Fingerprint Storage¶
The most efficient way to store and interact with fingerprints is through the
e3fp.fingerprint.db.FingerprintDatabase
class. This class wraps a matrix with
sparse rows (scipy.sparse.csr_matrix
), where each row is a fingerprint. This
enables rapid I/O of the database while also minimizing the memory footprint.
Accessing the underlying sparse representation with the
.FingerprintDatabase.array attribute is convenient for machine learning
purposes, while the database class itself provides several useful functions.
Note
We strongly recommend upgrading to at least SciPy v1.0.0 when working with large fingerprint databases, as old versions are much slower and have several bugs for database loading.
Database I/O and Indexing¶
See the full e3fp.fingerprint.db.FingerprintDatabase
documentation for a
description of basic database usage, attributes, and methods. Below, several
additional use cases are documented.
Batch Database Operations¶
Due to the sparse representation of the underlying data structure, an un-
folded database, a database with unfolded fingerprints does not use
significantly more disk space than a database with folded fingerprints. However,
it is usually necessary to fold fingerprints for machine learning tasks. The
FingerprintDatabase
does this very quickly.
>>> from e3fp.fingerprint.db import FingerprintDatabase
>>> from e3fp.fingerprint.fprint import Fingerprint
>>> import numpy as np
>>> db = FingerprintDatabase(fp_type=Fingerprint, name="TestDB")
>>> print(db)
FingerprintDatabase[name: TestDB, fp_type: Fingerprint, level: -1, bits: None, fp_num: 0]

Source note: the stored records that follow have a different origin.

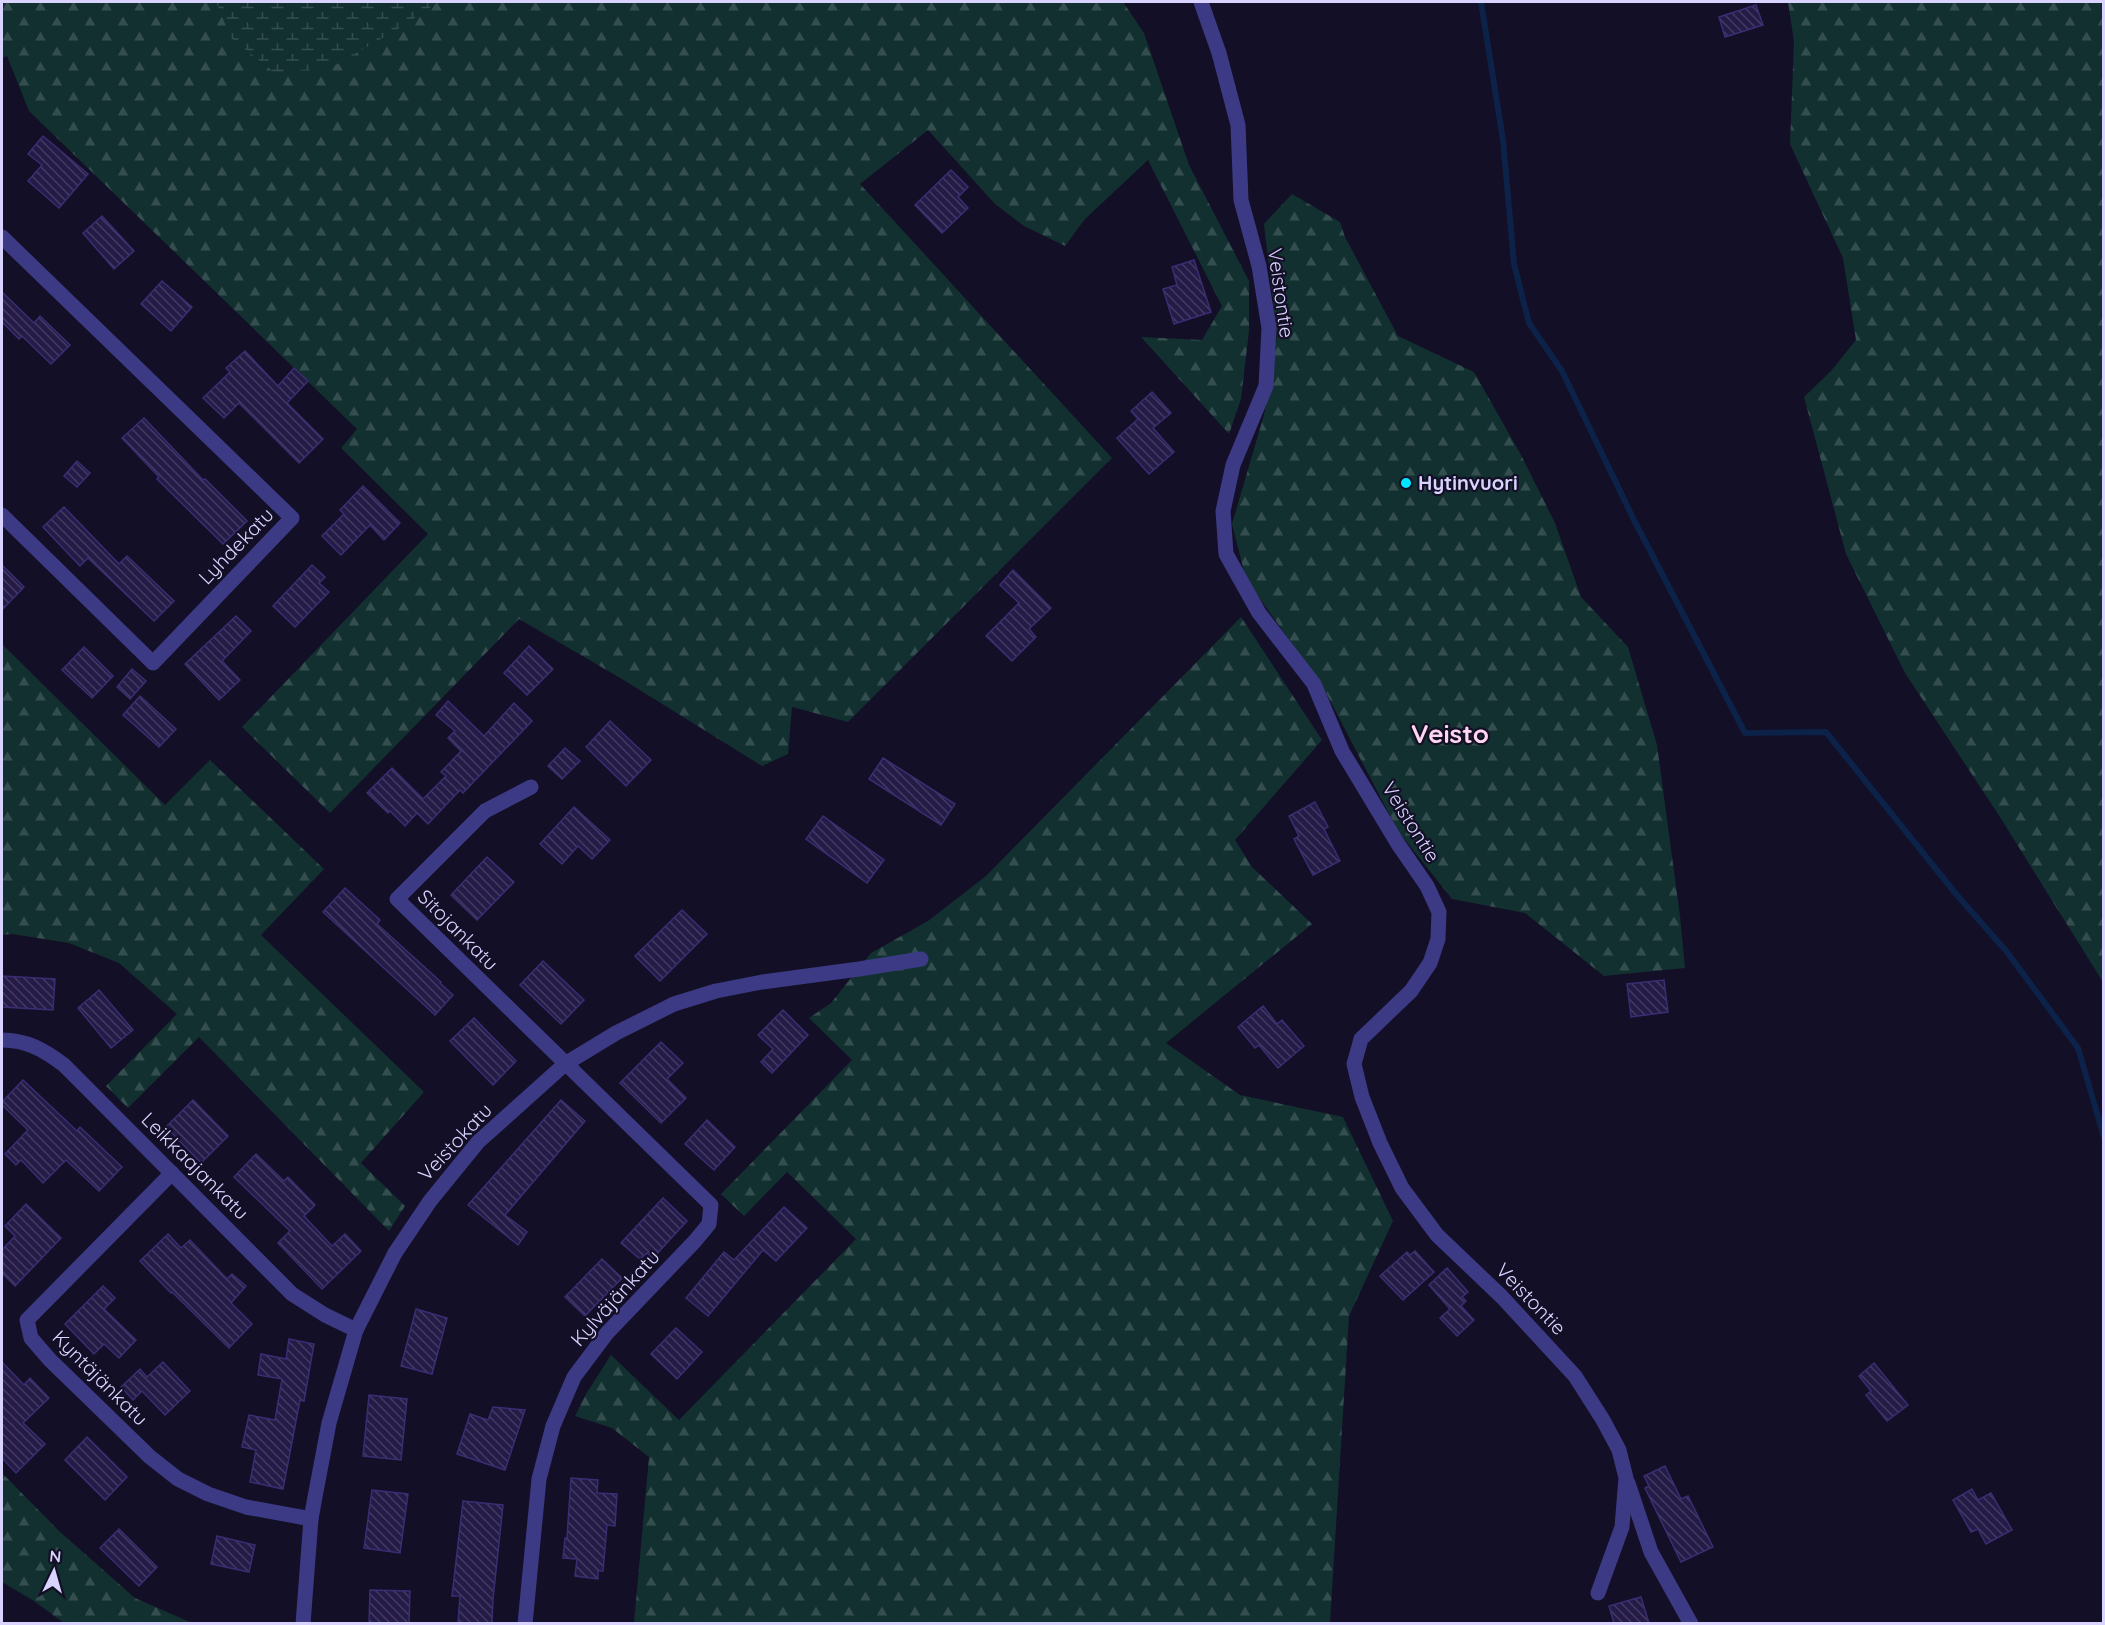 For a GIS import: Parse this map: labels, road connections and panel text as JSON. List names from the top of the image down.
{
  "streets": {
    "street": [
      "Veistontie",
      "Lyhdekatu",
      "Sitojankatu",
      "Veistokatu",
      "Leikkaajankatu",
      "Kylväjänkatu",
      "Kyntäjänkatu"
    ]
  },
  "crossings": [
    ["Sitojankatu", "Veistokatu"],
    ["Sitojankatu", "Kylväjänkatu"],
    ["Veistokatu", "Leikkaajankatu"],
    ["Veistokatu", "Kylväjänkatu"],
    ["Veistokatu", "Kyntäjänkatu"],
    ["Leikkaajankatu", "Kyntäjänkatu"]
  ],
  "districts": ["Veisto"],
  "places": ["Hytinvuori"],
  "north": "top"
}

>>> on_inds = [np.random.uniform(0, 2**32, size=30) for i in range(5)]
>>> fps = [Fingerprint(x, bits=2**32) for x in on_inds]

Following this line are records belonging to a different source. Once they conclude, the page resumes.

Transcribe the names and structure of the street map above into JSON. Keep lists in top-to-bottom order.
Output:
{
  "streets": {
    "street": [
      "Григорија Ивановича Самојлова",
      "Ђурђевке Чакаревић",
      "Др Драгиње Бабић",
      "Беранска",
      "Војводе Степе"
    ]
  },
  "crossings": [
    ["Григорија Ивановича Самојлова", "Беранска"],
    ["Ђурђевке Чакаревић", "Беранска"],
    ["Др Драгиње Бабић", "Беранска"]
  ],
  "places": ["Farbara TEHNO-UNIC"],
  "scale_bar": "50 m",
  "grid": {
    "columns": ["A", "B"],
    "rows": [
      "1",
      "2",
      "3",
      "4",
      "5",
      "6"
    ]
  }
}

>>> db.add_fingerprints(fps)
>>> print(db)
FingerprintDatabase[name: TestDB, fp_type: Fingerprint, level: -1, bits: 4294967296, fp_num: 5]
>>> db.get_density()
6.984919309616089e-09
>>> fold_db = db.fold(1024)
>>> print(fold_db)
FingerprintDatabase[name: TestDB, fp_type: Fingerprint, level: -1, bits: 1024, fp_num: 5]
>>> fold_db.get_density()
0.0287109375
A database can be converted to a different fingerprint type:
>>> from e3fp.fingerprint.fprint import CountFingerprint
>>> count_db = db.as_type(CountFingerprint)
>>> print(count_db)
FingerprintDatabase[name: TestDB, fp_type: CountFingerprint, level: -1, bits: 4294967296, fp_num: 5]
>>> count_db[0]
CountFingerprint(counts={2977004690: 1, ..., 3041471738: 1}, level=-1, bits=4294967296, name=None)
The e3fp.fingerprint.db.concat
method allows efficient joining of multiple
databases.
>>> from e3fp.fingerprint.db import concat
>>> dbs = []
>>> for i in range(10):
... db = FingerprintDatabase(fp_type=Fingerprint)
... on_inds = [np.random.uniform(0, 1024, size=30) for j in range(5)]
... fps = [Fingerprint(x, bits=2**32, name="Mol{}".format(i)) for x in on_inds]
... db.add_fingerprints(fps)
... dbs.append(db)
>>> dbs[0][0]
Fingerprint(indices=array([94, 97, ..., 988, 994]), level=-1, bits=4294967296, name=Mol0)
>>> print(dbs[0])
FingerprintDatabase[name: None, fp_type: Fingerprint, level: -1, bits: 4294967296, fp_num: 5]
>>> merge_db = concat(dbs)
>>> print(merge_db)
FingerprintDatabase[name: None, fp_type: Fingerprint, level: -1, bits: 4294967296, fp_num: 50]
Database Comparison¶
Two databases may be compared using various metrics in
e3fp.fingerprint.metrics
. Additionally, all fingerprints in a database may be
compared to each other simply by only providing a single database.
See Fingerprint Comparison for more details.
Performing Machine Learning on the Database¶
The underlying sparse matrix may be passed directly to machine learning tools in any package that is compatible with SciPy sparse matrices, such as scikit-learn.
>>> from sklearn.naive_bayes import BernoulliNB
>>> clf = BernoulliNB()
>>> clf.fit(db.array, ypred)
BernoulliNB(alpha=1.0, binarize=0.0, class_prior=None, fit_prior=True)
>>> clf.predict(db2.array)
...